Closer collaboration at the national level is also required. The UK is a country which has historically been more open than others when it comes to genetic solutions to problems. As such, Professor Burn says, a 'very strong community of professionals' has flourished which is fully able to meet the challenges of the forthcoming years. Accordingly, he says, 'the idea of creating a new breed of "genomicists" is unnecessary and undesirable'.
'The professional community of geneticists needs to be attentive to our role in a 21st century healthcare system. Geneticists don't have a veto on genomic medicine becoming reality, we just have the opportunity to do it well and do it first'.
Professor Patrick Maxwell, dean of medical sciences at University College London, is an internationally renowned kidney specialist with a particular interest in genetics. He adds his thoughts on how the NHS needs to adapt:
'Remarkably little genetic analysis is performed at the moment across the NHS. This was justified in the past because genetic analysis required specialised laboratory expertise, was potentially very expensive, and might not benefit the patient'.
'Genetic information is becoming so easy and cheap to generate now that this is going to change dramatically. Currently, for genetic testing to be performed in the NHS, the patient will usually see a clinical geneticist and a genetics counsellor. It is often difficult, or even impossible, for other doctors to request genetic tests. This causes two problems. First, because there are rather few clinical geneticists, not much genetic testing is done. Second, other doctors are rarely trained to know when a genetic test would be appropriate, or how to interpret it'.

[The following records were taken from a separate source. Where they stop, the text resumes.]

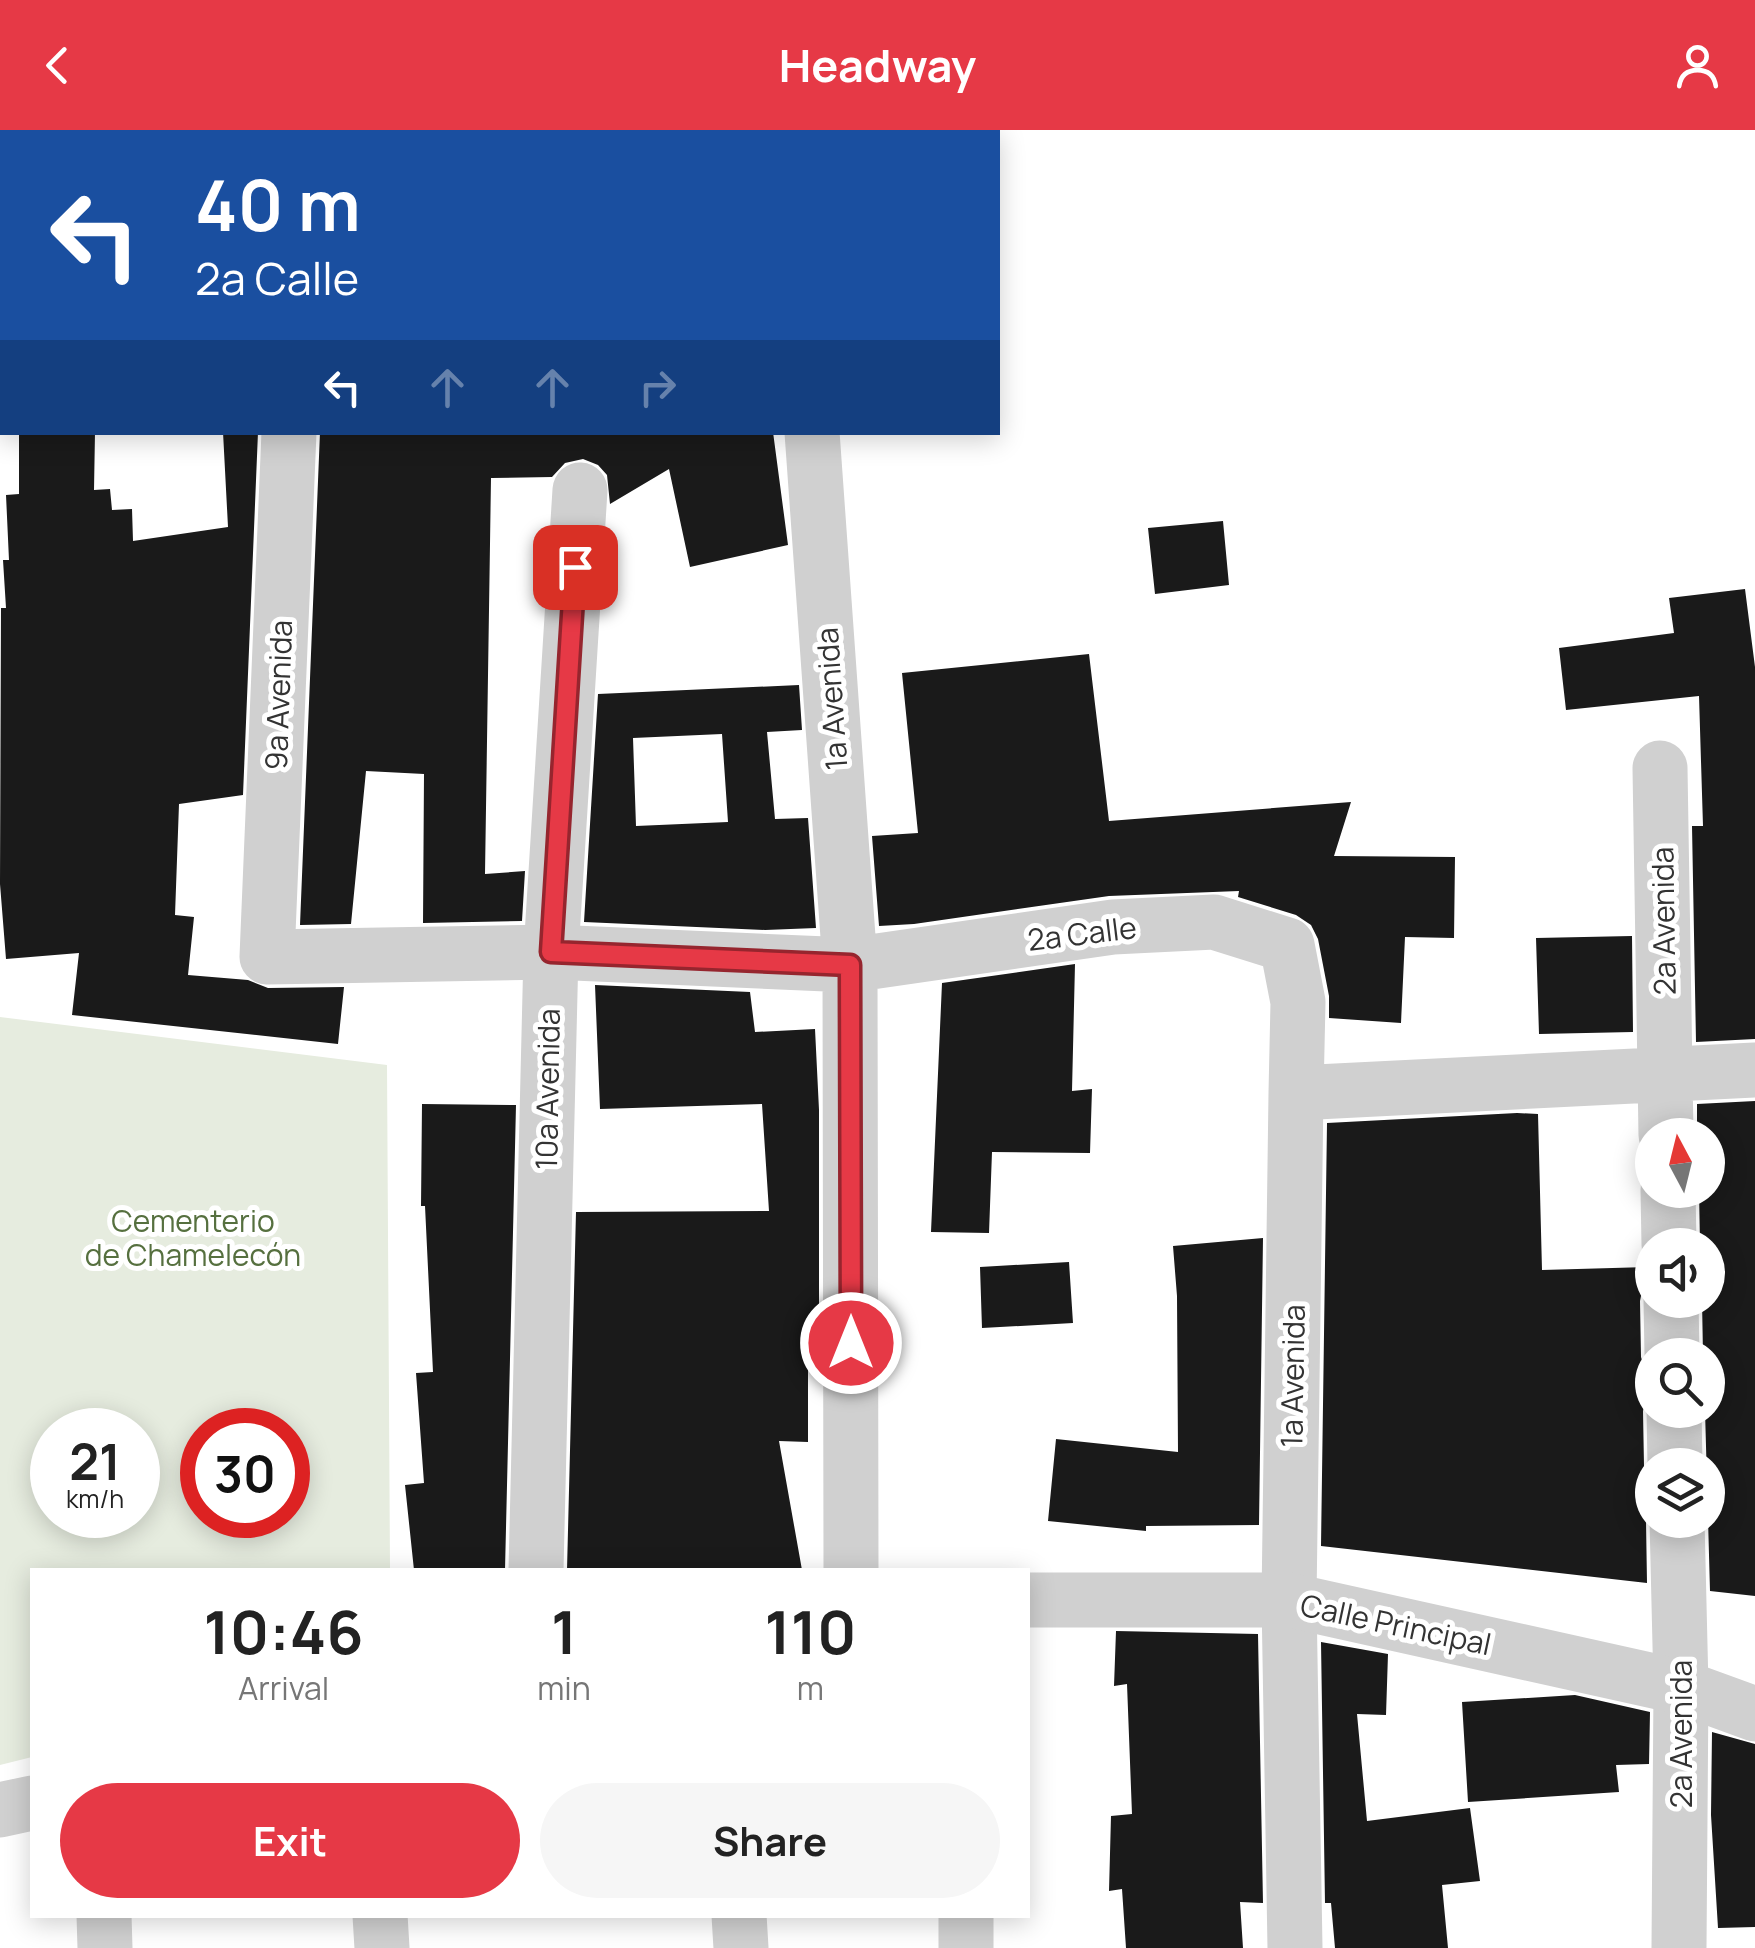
<!DOCTYPE html>
<meta charset="utf-8">
<style>
:root{--surface:#fff;--page:#f6f6f6;--text:#222;--muted:#767676;--accent:#e63946}
body{margin:0;font-family:Manrope,sans-serif;background:var(--page);color:var(--text);height:100vh;display:flex;flex-direction:column;font-size:38px;white-space:nowrap}
*{box-sizing:border-box;margin:0}
p{font-size:32px;color:var(--muted)}
.icon{flex:none;width:55px;height:55px;fill:none;stroke:currentColor;stroke-width:2;stroke-linecap:round;stroke-linejoin:round}
.map{position:relative;flex:1;overflow:hidden}
.side{position:absolute;left:30px;top:1438px;width:1000px;height:350px;display:flex;flex-direction:column;background:var(--surface);border-radius:0px;box-shadow:0 5px 25px #0003}
.side>*{flex:none}
.guide{position:absolute;left:0px;top:0px;width:1000px;height:305px;box-shadow:0 5px 25px #0003;background:#1a4fa0;color:#fff;overflow:hidden}
.needle{width:65px;rotate:353deg}
.buttons{position:absolute;left:1635px;top:988px;display:grid;gap:20px}
.buttons a{display:grid;place-items:center;width:90px;height:90px;border-radius:50%;background:var(--surface);box-shadow:0 5px 25px #0003;font-size:50px}
.speed{position:absolute;left:30px;top:1278px;display:flex;gap:20px;font-size:50px;font-weight:700;text-align:center}
.speed>*{display:grid;place-content:center;width:130px;height:130px;border-radius:50%;background:var(--surface);box-shadow:0 5px 25px #0003;line-height:1}
.speed small{font-size:25px;font-weight:400}
.speed .limit{border:15px solid #d22;background:#fff;color:#111}
.pin{position:absolute;display:grid;place-items:center;width:85px;height:85px;color:#fff;margin:-42px;border-radius:20px;box-shadow:0 5px 15px #0006}
.me{position:absolute;width:110px;margin:-55px;rotate:0deg;stroke-linejoin:round;filter:drop-shadow(0 0 8px #0008)}
.turn{display:flex;align-items:center;gap:35px;height:210px;padding:0 30px;font-size:45px}
.turn .icon{width:130px;height:130px;stroke-width:2.5}
.turn b{display:block;font-size:70px;line-height:85px}
.lanes{display:flex;align-items:center;height:95px;padding:0 30px;background:#0003;justify-content:center;gap:50px;direction:ltr}
.lanes .off{opacity:.35}
.eta{display:flex;justify-content:space-evenly;align-items:center;height:170px;text-align:center}
.eta b{font-size:60px;font-weight:700;line-height:70px}
.cta{display:flex;gap:20px;margin-top:auto;padding:20px 30px}
.cta a{flex:1;height:115px;border-radius:60px;background:var(--accent);color:#fff;font-size:40px;font-weight:700;line-height:115px;text-align:center}
.cta a+a{background:var(--page);color:var(--text)}
header{display:flex;justify-content:space-between;align-items:center;height:130px;padding:0 30px;background:var(--accent);color:#fff;font-size:45px;font-weight:700}
.map>svg:first-child{display:block}
.green{fill:#e6ecdf;fill-rule:evenodd}
.building{fill:#1a1a1a;fill-rule:evenodd}
.lines{fill:none;stroke-linecap:round;stroke-linejoin:round}
.minor{stroke:#d0d0d0;stroke-width:55}
.tertiary{stroke:#d0d0d0;stroke-width:55}
.route-casing{stroke:#96252e;stroke-width:25}
.route{stroke:#e63946;stroke-width:18}
.labels{text-anchor:middle;dominant-baseline:central;stroke-width:10;stroke-linejoin:round;paint-order:stroke}
.street-label{font-size:30px;fill:#333;stroke:#fff}
.park-label{font-size:30px;fill:#56703f;stroke:#fff}
</style>
<header><svg class="icon" aria-label="back" viewBox="0 0 24 24"><path d="M15 5l-7 7 7 7"/></svg>Headway<svg class="icon" aria-label="person" viewBox="0 0 24 24"><circle cx="12" cy="8" r="4"/><path d="M4 21q1-7 8-7t8 7"/></svg></header>
<div class="map">
<svg width="1755" height="1818" viewBox="0 0 1755 1818">
<rect width="100%" height="100%" fill="#fff"/>
<path class="green" d="M 0,887 L 387,935 L 390,1440 L 32,1440 L 32,1627 L 0,1635 ZM 52,1300 L 138,1300 L 138,1385 L 52,1385 ZM 202,1300 L 288,1300 L 288,1385 L 202,1385 Z"/>
<path class="building" d="M 19,302 L 95,302 L 94,360 L 110,359 L 112,380 L 132,379 L 133,411 L 228,397 L 223,302 L 258,302 L 243,665 L 179,674 L 175,785 L 194,787 L 188,845 L 248,850 L 268,858 L 344,857 L 338,914 L 72,885 L 79,823 L 6,829 L 0,754 L 1,478 L 6,478 L 3,430 L 9,430 L 6,365 L 19,364 Z
M 320,302 L 773,302 L 788,415 L 690,437 L 669,339 L 610,374 L 607,345 L 598,335 L 583,329 L 565,333 L 552,347 L 491,348 L 485,744 L 525,741 L 522,791 L 423,793 L 424,644 L 366,641 L 351,794 L 300,795 Z
M 1223,391 L 1229,455 L 1155,464 L 1148,398 Z
M 1745,459 L 1755,537 L 1755,909 L 1696,912 L 1692,696 L 1703,696 L 1699,566 L 1566,580 L 1559,518 L 1674,503 L 1669,468 Z
M 1089,524 L 1109,691 L 1351,672 L 1334,726 L 1455,727 L 1454,808 L 1405,807 L 1401,893 L 1329,888 L 1329,866 L 1318,809 L 1311,795 L 1296,785 L 1238,767 L 1239,761 L 1109,766 L 914,794 L 879,796 L 872,706 L 918,703 L 902,543 Z
M 799,555 L 802,600 L 767,602 L 775,689 L 808,688 L 816,798 L 765,800 L 584,792 L 598,564 ZM 722,604 L 728,692 L 636,696 L 633,608 Z
M 1632,806 L 1633,902 L 1539,904 L 1536,808 Z
M 1075,834 L 1072,961 L 1092,959 L 1090,1023 L 992,1022 L 989,1103 L 931,1102 L 942,853 Z
M 595,855 L 750,862 L 755,902 L 815,899 L 819,980 L 819,1194 L 808,1194 L 808,1312 L 779,1311 L 802,1440 L 567,1440 L 576,1082 L 769,1081 L 762,974 L 600,979 Z
M 1755,971 L 1755,1466 L 1710,1461 L 1705,1280 L 1708,1225 L 1703,1225 L 1702,1170 L 1708,1170 L 1708,1115 L 1700,1115 L 1699,1060 L 1708,1060 L 1708,1005 L 1697,1005 L 1697,974 Z
M 422,974 L 516,975 L 505,1440 L 414,1440 L 405,1355 L 424,1353 L 416,1243 L 433,1242 L 425,1076 L 421,1076 Z
M 1517,983 L 1538,984 L 1542,1140 L 1648,1137 L 1652,1141 L 1643,1156 L 1640,1171 L 1641,1227 L 1645,1240 L 1652,1248 L 1652,1259 L 1646,1266 L 1643,1281 L 1644,1336 L 1652,1355 L 1652,1372 L 1646,1391 L 1647,1453 L 1321,1416 L 1327,993 Z
M 1263,1108 L 1259,1395 L 1146,1396 L 1146,1401 L 1048,1391 L 1056,1309 L 1178,1322 L 1177,1166 L 1173,1116 Z
M 1069,1132 L 1073,1193 L 982,1198 L 980,1137 Z
M 1116,1501 L 1258,1504 L 1263,1773 L 1240,1772 L 1243,1818 L 1126,1818 L 1122,1759 L 1109,1761 L 1111,1686 L 1132,1684 L 1127,1554 L 1114,1556 Z
M 1321,1512 L 1388,1524 L 1386,1585 L 1357,1584 L 1367,1691 L 1470,1678 L 1480,1751 L 1442,1755 L 1448,1818 L 1335,1818 L 1331,1773 L 1325,1773 Z
M 1575,1565 L 1650,1582 L 1649,1634 L 1616,1635 L 1619,1662 L 1468,1672 L 1462,1572 Z
M 1712,1602 L 1755,1614 L 1755,1797 L 1718,1798 L 1711,1685 Z"/>
<g class="lines">
<path class="minor" d="M 791,0 L 791,2
M 301,2 L 301,0
M 0,59 L 2,9
M 289,302 L 267,827 L 551,822 L 850,835 L 1113,797 L 1214,792 L 1287,815 L 1298,872 L 1296,963 L 1755,940
M 812,302 L 850,835 L 851,1440
M 1660,638 L 1666,1005
M 1668,1060 L 1669,1115
M 1671,1170 L 1672,1225
M 1674,1280 L 1675,1335
M 1677,1390 L 1681,1557 L 1679,1818
M 536,1440 L 551,822 L 580,360
M 104,1785 L 105,1818
M 380,1785 L 382,1818
M 739,1785 L 741,1818
M 966,1785 L 966,1818
M 1295,1818 L 1289,1470 L 1296,963"/>
<path class="tertiary" d="M 1028,1470 L 1289,1470 L 1681,1557 L 1755,1584
M 0,1680 L 32,1673"/>
</g>
<g class="lines">
<g class="route-casing">
<path id="route" d="M 575,437 L 551,822 L 850,835 L 851,1213"/>
</g>
<use href="#route" class="route"/>
</g>
<g class="labels">
<g class="street-label">
<text transform="translate(278 565) rotate(-88)">9a Avenida</text>
<text transform="translate(831 569) rotate(-94)">1a Avenida</text>
<text transform="translate(1663 791) rotate(-91)">2a Avenida</text>
<text transform="translate(1082 803) rotate(-7)">2a Calle</text>
<text transform="translate(547 959) rotate(-89)">10a Avenida</text>
<text transform="translate(1292 1246) rotate(-89)">1a Avenida</text>
<text transform="translate(1396 1494) rotate(12)">Calle Principal</text>
<text transform="translate(1680 1604) rotate(-90)">2a Avenida</text>
</g>
<g class="park-label">
<text x="193" y="1090">Cementerio<tspan x="193" dy="34">de Chamelecón</tspan></text>
</g>
</g>
</svg>
<div class="buttons">
<a><svg class="needle" viewBox="-14 -14 28 28"><path d="M0-13l5 13h-10z" fill="#e53935"/><path d="M0 13l5-13h-10z" fill="#767676"/></svg></a>
<a><svg class="icon" aria-label="sound" viewBox="0 0 24 24"><path d="M4 9h4l5-4v14l-5-4H4zM17 9q2 3 0 6"/></svg></a>
<a><svg class="icon" aria-label="search" viewBox="0 0 24 24"><circle cx="10" cy="10" r="6"/><path d="M15 15l6 6"/></svg></a>
<a><svg class="icon" aria-label="layers" viewBox="0 0 24 24"><path d="M12 4l9 5-9 5-9-5zM3 14l9 5 9-5"/></svg></a>
</div>
<div class="speed"><div>21<small>km/h</small></div><div class="limit">30</div></div>
<div class="pin" style="left:575px;top:437px;background:#d93025"><svg class="icon" aria-label="arrive" viewBox="0 0 24 24"><path d="M6 21V4h12l-3 4 3 4H6"/></svg></div>
<svg class="me" style="left:851px;top:1213px" viewBox="-20 -20 40 40"><circle r="17" fill="#e63946" stroke="#fff" stroke-width="3"/><path d="M0-11L8 9 0 5-8 9z" fill="#fff"/></svg>
<div class="guide">
<div class="turn"><svg class="icon" aria-label="left" viewBox="0 0 24 24"><path d="M17 20v-9H6M10 6l-5 5 5 5"/></svg><div><b>40 m</b>2a Calle</div></div>
<div class="lanes"><svg class="icon" aria-label="left" viewBox="0 0 24 24"><path d="M17 20v-9H6M10 6l-5 5 5 5"/></svg><svg class="icon off" aria-label="ahead" viewBox="0 0 24 24"><path d="M12 20V5M6 11l6-6 6 6"/></svg><svg class="icon off" aria-label="ahead" viewBox="0 0 24 24"><path d="M12 20V5M6 11l6-6 6 6"/></svg><svg class="icon off" aria-label="right" viewBox="0 0 24 24"><path d="M7 20v-9h11M14 6l5 5-5 5"/></svg></div>
</div>
<section class="side">
<div class="eta">
<div><b>10:46</b><p>Arrival</p></div>
<div><b>1</b><p>min</p></div>
<div><b>110</b><p>m</p></div>
</div>
<div class="cta"><a>Exit</a><a>Share</a></div>
</section>
</div>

'How can the NHS meet the new challenges? Increasing the number of clinical geneticists could help, but I don't believe even increasing the number tenfold would solve the problem. So I think we need many more joint clinics between clinical geneticists and other specialists. Secondly, the NHS needs to think differently about how it funds and regulates genetic testing. Finally, staff in other specialties need rapid training in the use of genetic information'.
Professor Burn and Professor Maxwell made their comments prior to speeches at 'Genomic Medicine: Challenges for the 21st Century', the opening symposium of the British Society for Human Genetics Annual Conference, held at the University of Warwick on Monday 17 September 2012.